Steve, my take is that the Katrina Cottage was a successful national symbol for dignified, Lean public housing - and that is a very, very good thing. The execution of the idea, in a state where inequity prevails and in a nation not quite ready for inexpensive and Lean (pre-recession!), was less successful. No matter how many worked hard to manage the culture, the mobile home industry cannot be changed. Marianne's idea and push for the Lowe's Kat Cottage distribution model was the most brilliant idea of all, and would have been much more successful had the market been ready and if others had been on board to make it the default. I also think that if SmartDwellings had been built in Mississippi and especially in New Orleans (rather than Make It Right) the lesson abotu sustainable architecture would have gained huge national success.

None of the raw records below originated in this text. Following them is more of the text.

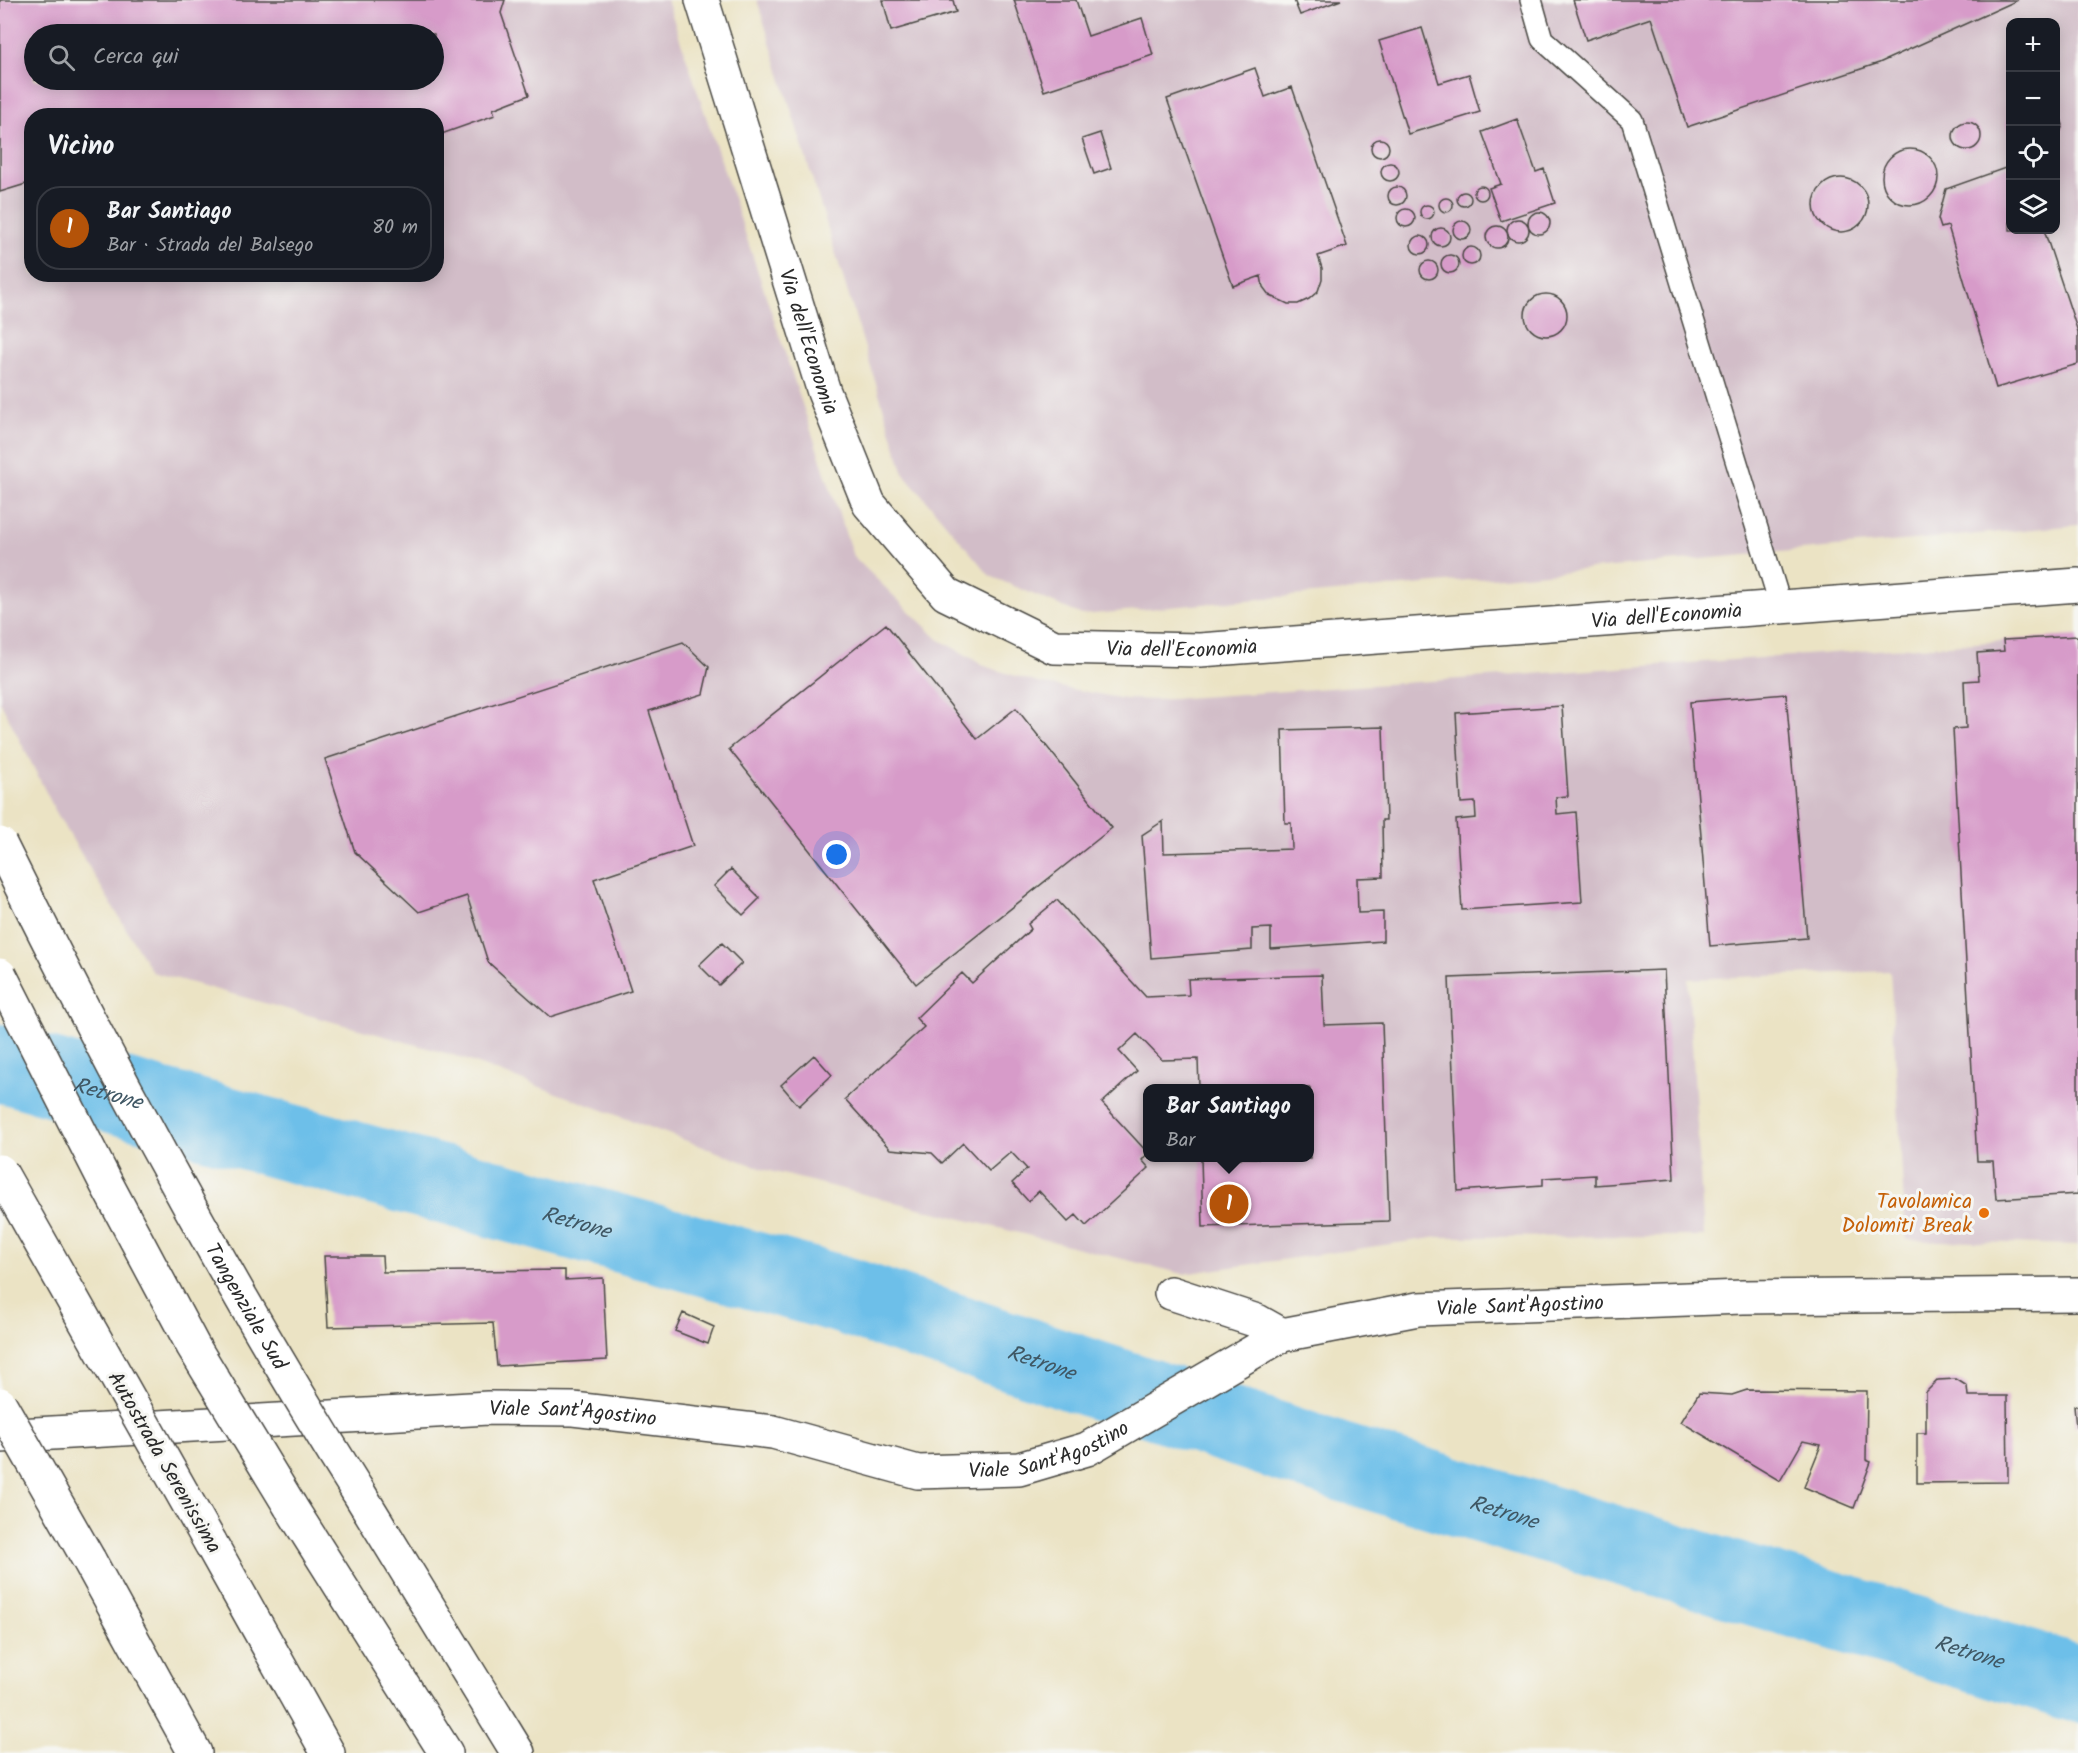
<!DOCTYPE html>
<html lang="it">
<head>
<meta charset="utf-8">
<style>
	body { margin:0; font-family:Kalam,sans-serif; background:#242831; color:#f1f3f6 }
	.controls { position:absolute; right:18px; top:18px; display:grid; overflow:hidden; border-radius:12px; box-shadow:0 3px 15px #0003 }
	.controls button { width:54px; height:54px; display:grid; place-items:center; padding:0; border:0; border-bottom:2px solid #363941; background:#171b24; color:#f1f3f6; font:30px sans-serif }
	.you { position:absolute; left:837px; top:855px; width:21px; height:21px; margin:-15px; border:4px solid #fff; border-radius:50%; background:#1a73e8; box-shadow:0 0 0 9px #1a73e833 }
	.badge { display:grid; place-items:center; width:39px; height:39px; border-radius:50%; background:#b45309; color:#fff; font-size:20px; font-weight:700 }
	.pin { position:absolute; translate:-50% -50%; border:3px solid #fff; box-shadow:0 2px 6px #0006 }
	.popup { position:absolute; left:1143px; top:1084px; width:171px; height:78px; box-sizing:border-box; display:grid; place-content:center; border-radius:12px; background:#171b24; filter:drop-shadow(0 2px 4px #0005); font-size:20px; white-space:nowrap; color:#9ea1a6 }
	.popup b { font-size:22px; color:#f1f3f6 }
	.popup::after { content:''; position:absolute; left:50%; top:100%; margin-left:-12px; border:12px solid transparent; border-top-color:#171b24 }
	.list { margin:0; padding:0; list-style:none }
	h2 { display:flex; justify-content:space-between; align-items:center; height:78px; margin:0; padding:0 24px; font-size:26px }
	h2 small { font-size:20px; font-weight:400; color:#9ea1a6 }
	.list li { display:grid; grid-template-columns:39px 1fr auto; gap:18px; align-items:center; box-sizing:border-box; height:84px; margin:0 12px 12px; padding:0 12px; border:2px solid #363941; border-radius:24px }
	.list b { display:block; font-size:22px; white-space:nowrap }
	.list p { margin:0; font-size:20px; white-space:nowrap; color:#9ea1a6 }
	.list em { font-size:20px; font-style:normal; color:#9ea1a6 }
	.icon { flex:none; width:33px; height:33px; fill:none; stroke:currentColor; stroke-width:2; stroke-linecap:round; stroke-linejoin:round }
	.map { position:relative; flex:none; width:2078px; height:1753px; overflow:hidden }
	.search { position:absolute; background:#171b24; box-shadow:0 3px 15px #0003; left:24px; top:24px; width:420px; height:66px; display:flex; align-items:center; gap:15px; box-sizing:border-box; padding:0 21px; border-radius:33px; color:#9ea1a6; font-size:22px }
	.panel { position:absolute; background:#171b24; box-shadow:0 3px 15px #0003; left:24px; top:108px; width:420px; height:174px; border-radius:24px }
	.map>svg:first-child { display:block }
</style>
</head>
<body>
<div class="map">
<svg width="2078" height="1753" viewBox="0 0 2078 1753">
	<rect width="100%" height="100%" fill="#f6f6f2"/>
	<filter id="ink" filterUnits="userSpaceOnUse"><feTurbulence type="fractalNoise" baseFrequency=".0167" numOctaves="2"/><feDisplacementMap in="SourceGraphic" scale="12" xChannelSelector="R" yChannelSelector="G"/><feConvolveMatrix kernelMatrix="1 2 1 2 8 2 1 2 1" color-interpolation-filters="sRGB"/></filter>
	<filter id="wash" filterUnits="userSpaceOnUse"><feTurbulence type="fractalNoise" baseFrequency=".008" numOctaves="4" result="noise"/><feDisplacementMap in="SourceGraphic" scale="24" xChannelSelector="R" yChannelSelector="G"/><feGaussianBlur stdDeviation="1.35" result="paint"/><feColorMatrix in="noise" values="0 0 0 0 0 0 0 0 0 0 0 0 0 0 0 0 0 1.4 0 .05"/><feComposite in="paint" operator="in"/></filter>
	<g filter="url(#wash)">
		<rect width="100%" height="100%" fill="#ebe3c4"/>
		<path fill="#d2bdc8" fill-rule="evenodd" d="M0,0H667L853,556L938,639L987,667L1038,683L1125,699L1156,700L2078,636V1245L1906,1240L1890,971L1688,979L1704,1236L1439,1237L1183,1274L766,1170L453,1055L152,972L56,812L0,701ZM34,34H434V80H34ZM32,116H436V274H32ZM1148,1088H1310V1158H1148Z
			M757,0H2078V525L1082,615L990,576L904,474ZM2010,22H2056V230H2010Z"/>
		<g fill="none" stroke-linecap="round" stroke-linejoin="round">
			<path stroke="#6dbfe9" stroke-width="78" id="s1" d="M0,1063L843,1295L1334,1460L2078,1684"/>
		</g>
		<g id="blocks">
			<path fill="#d79bc9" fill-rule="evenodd" d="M0,0H505L501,13L529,95L493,109L495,115L436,136V116H32L31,199L26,184L0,192ZM34,34H434V80H34Z
				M883,0H953L956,12L891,31Z
				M1014,0H1076L1088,36L1142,18L1153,55L1044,91Z
				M1294,0H1341L1300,15Z
				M1573,0H2018L1879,63L1687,127L1651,18L1586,40Z
				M1422,28L1439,83L1469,74L1480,112L1408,134L1379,41Z
				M1255,68L1265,97L1292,87L1347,246L1318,256L1322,268V279L1318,291L1309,299L1298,304H1288L1269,295L1263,287L1261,276L1233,286L1167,99Z
				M2056,104L2063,125L2056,143Z
				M2010,108V139L2006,124Z
				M1517,119L1536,172L1544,169L1555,203L1501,221L1489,188L1501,184L1482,132Z
				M1953 136a14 14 0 1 1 28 0a14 14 0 1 1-28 0Z
				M1100,133L1111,168L1094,174L1082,139Z
				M1371 148a9 9 0 1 1 18 0a9 9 0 1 1-18 0Z
				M1882 177a28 28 0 1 1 56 0a28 28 0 1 1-56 0Z
				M1381 172a9 9 0 1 1 18 0a9 9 0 1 1-18 0Z
				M2008,167L2010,168V230H2044L2078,332V364L1996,388L1948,226L1941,228L1938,219L1946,189Z
				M1814 205a27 27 0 1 1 54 0a27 27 0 1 1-54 0Z
				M1474 193a7 7 0 1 1 14 0a7 7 0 1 1-14 0Z
				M1388 196a9 9 0 1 1 18 0a9 9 0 1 1-18 0Z
				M1457 199a7 7 0 1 1 14 0a7 7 0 1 1-14 0Z
				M1439 205a7 7 0 1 1 14 0a7 7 0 1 1-14 0Z
				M1420 212a7 7 0 1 1 14 0a7 7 0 1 1-14 0Z
				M1397 218a9 9 0 1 1 18 0a9 9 0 1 1-18 0Z
				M1528 223a11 11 0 1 1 22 0a11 11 0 1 1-22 0Z
				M1507 230a11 11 0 1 1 22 0a11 11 0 1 1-22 0Z
				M1453 230a9 9 0 1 1 18 0a9 9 0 1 1-18 0Z
				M1486 237a11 11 0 1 1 22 0a11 11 0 1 1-22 0Z
				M1432 237a9 9 0 1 1 18 0a9 9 0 1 1-18 0Z
				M1411 245a9 9 0 1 1 18 0a9 9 0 1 1-18 0Z
				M1462 256a9 9 0 1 1 18 0a9 9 0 1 1-18 0Z
				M1441 264a9 9 0 1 1 18 0a9 9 0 1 1-18 0Z
				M1420 270a9 9 0 1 1 18 0a9 9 0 1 1-18 0Z
				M1525 315a21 21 0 1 1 42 0a21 21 0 1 1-42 0Z
				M886,624L977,739L1016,708L1112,828L916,984L729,749Z
				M2078,636V1194L1996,1199L1993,1161H1977L1953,729L1966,728L1964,681L1979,680L1977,653L2004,651L2003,640Z
				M683,642L709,667L703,694L649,711L693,846L594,879L631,991L550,1017L488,962L467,896L419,912L355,852L325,759Z
				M1786,694L1807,938L1710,946L1690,702Z
				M1562,706L1568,796L1556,797L1557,814L1576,812L1582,902L1462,910L1456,820L1476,818L1475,802L1461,803L1456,713Z
				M1383,727L1386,820H1382L1383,877L1357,878L1358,913L1383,912V941L1271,949V928L1252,929V950L1151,958L1142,835L1163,821L1164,853L1292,849L1291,823H1285L1282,730Z
				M731,869L760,898L743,915L714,886Z
				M1057,900L1146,997L1189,995L1188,979L1322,975L1324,1025L1382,1023L1389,1221L1203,1227L1201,1158H1310V1088H1199L1198,1059L1162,1060L1137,1034L1119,1051L1137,1071L1102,1103L1148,1153L1142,1160L1149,1168L1086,1226L1076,1215L1068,1222L1039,1191L1028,1201L1012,1183L1027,1169L1011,1152L989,1171L963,1143L942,1163L932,1153L890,1149L845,1099L924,1027L916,1018L962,973L972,983L1031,929L1028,924Z
				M722,943L742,963L719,985L699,965Z
				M1664,970L1674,1179L1595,1185V1175L1543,1178V1185L1458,1191L1449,978Z
				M814,1055L832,1075L799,1106L781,1085Z
				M324,1256H382L383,1272L565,1270V1280L603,1278L607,1360L497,1366L493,1323L328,1327Z
				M683,1313L714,1327L708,1344L675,1331Z
				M1956,1379L1967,1386L1968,1396H2007L2008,1482L1917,1483V1433H1926V1392L1938,1380Z
				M1747,1390L1867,1391L1866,1460L1871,1462L1854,1508L1804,1487L1821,1445L1803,1441L1780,1481L1681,1422L1699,1393L1732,1395Z
				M2074,1406H2078V1427H2076Z"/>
		</g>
	</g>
	<g filter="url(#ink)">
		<use href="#blocks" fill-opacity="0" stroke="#484742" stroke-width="1.5"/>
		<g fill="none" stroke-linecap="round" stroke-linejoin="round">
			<defs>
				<path id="lane" d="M1531,0L1542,39L1632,120L1781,607"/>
				<g id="street">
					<path id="s2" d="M702,0L824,392L869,504L946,594L1054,647L1200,650L2078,585"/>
					<path d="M1171,1293L1257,1321L1282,1335"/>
				</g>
				<g id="secondary">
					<path id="s3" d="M0,1436L488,1408L573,1409L773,1432L918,1472L1019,1469L1087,1449L1282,1335L1418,1309L1743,1297L2078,1294"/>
				</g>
				<path id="highway" d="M357,1490L518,1753
					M290,1506L446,1753
					M210,1542L328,1753
					M89,1560L195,1753"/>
			</defs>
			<use href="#lane" stroke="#484742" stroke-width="24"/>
			<use href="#street" stroke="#484742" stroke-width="36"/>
			<use href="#secondary" stroke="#484742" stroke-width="36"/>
			<use href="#highway" stroke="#484742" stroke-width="36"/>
			<use href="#lane" stroke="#fff" stroke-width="21"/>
			<use href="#street" stroke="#fff" stroke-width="33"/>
			<use href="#secondary" stroke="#fff" stroke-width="33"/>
			<use href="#highway" stroke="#fff" stroke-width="33"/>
			<defs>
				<g id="highway-bridge">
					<path id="s4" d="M0,844C109,1065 226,1282 357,1490"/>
					<path d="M0,975L107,1185L193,1346L290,1506"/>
					<path d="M0,1171L210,1542"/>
					<path d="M0,1404L89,1560"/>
				</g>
			</defs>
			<use href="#highway-bridge" stroke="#484742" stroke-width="36" stroke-linecap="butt"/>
			<use href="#highway-bridge" stroke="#fff" stroke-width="33"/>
		</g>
	</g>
	<circle fill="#e8710a" stroke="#f6f6f2" stroke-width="2" cx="1984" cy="1213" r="6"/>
	<g text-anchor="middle" stroke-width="6" stroke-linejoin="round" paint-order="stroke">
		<g font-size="21" fill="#2b2b2b" stroke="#f6f6f2">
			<text dy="7" stroke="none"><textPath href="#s2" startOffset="358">Via dell'Economia</textPath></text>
			<text dy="7" stroke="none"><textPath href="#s2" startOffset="1384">Via dell'Economia</textPath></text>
			<text dy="7" stroke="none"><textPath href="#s2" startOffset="898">Via dell'Economia</textPath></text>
			<text dy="7" stroke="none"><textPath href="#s3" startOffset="1564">Viale Sant'Agostino</textPath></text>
			<text dy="7" stroke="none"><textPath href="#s4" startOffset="524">Tangenziale Sud</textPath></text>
			<text dy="7" stroke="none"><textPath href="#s3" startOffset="574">Viale Sant'Agostino</textPath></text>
			<text dy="7" stroke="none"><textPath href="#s3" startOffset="1060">Viale Sant'Agostino</textPath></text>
			<text transform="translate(165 1462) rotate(60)" y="7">Autostrada Serenissima</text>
		</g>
		<g font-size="21" fill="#c56008" stroke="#f6f6f2" text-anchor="end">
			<text x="1972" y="1208">Tavolamica<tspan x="1972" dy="24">Dolomiti Break</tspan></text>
		</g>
		<g font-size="22" font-style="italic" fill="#3f5764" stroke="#f6f6f2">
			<text dy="8" stroke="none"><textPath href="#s1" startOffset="112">Retrone</textPath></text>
			<text dy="8" stroke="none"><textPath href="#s1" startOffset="598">Retrone</textPath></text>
			<text dy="8" stroke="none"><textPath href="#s1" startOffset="1084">Retrone</textPath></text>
			<text dy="8" stroke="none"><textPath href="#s1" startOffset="1570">Retrone</textPath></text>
			<text dy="8" stroke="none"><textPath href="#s1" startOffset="2056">Retrone</textPath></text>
		</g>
	</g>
</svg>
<div class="controls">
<button>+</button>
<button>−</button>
<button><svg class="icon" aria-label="locate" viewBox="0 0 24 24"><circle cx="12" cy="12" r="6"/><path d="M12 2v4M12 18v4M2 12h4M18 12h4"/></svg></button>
<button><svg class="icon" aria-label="layers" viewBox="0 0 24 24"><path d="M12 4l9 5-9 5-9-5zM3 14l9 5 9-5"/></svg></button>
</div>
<div class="you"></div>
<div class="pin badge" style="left:1229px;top:1204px">1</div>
<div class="popup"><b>Bar Santiago</b>Bar</div>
<div class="search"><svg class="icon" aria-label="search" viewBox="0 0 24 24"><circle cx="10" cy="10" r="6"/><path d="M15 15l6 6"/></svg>Cerca qui</div>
<section class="panel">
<h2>Vicino<small></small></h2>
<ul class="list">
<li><span class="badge">1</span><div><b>Bar Santiago</b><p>Bar · Strada del Balsego</p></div><em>80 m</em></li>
</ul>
</section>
</div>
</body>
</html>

Bottom line, everything you write about, and all the people involved, were really before their time...but the lessons remain!

Aug 30, 2015 6:48am

Steve Mouzon · Board Member at Sky Institute for the Future

Ann, the Katrina Cottage name played very well on the national stage, just not locally to those whose lives were turned upside down. At least that's what they told me. As for the mobile home industry, you've known me long enough to know that I never say never! As a matter of fact, I'm really excited about the company that's gearing up right now to produce them. That's not what they manufactured before... their previous products were very high-precision, high-quality. But that's all it takes is getting it right in one place; Seaside taught us that, didn't it?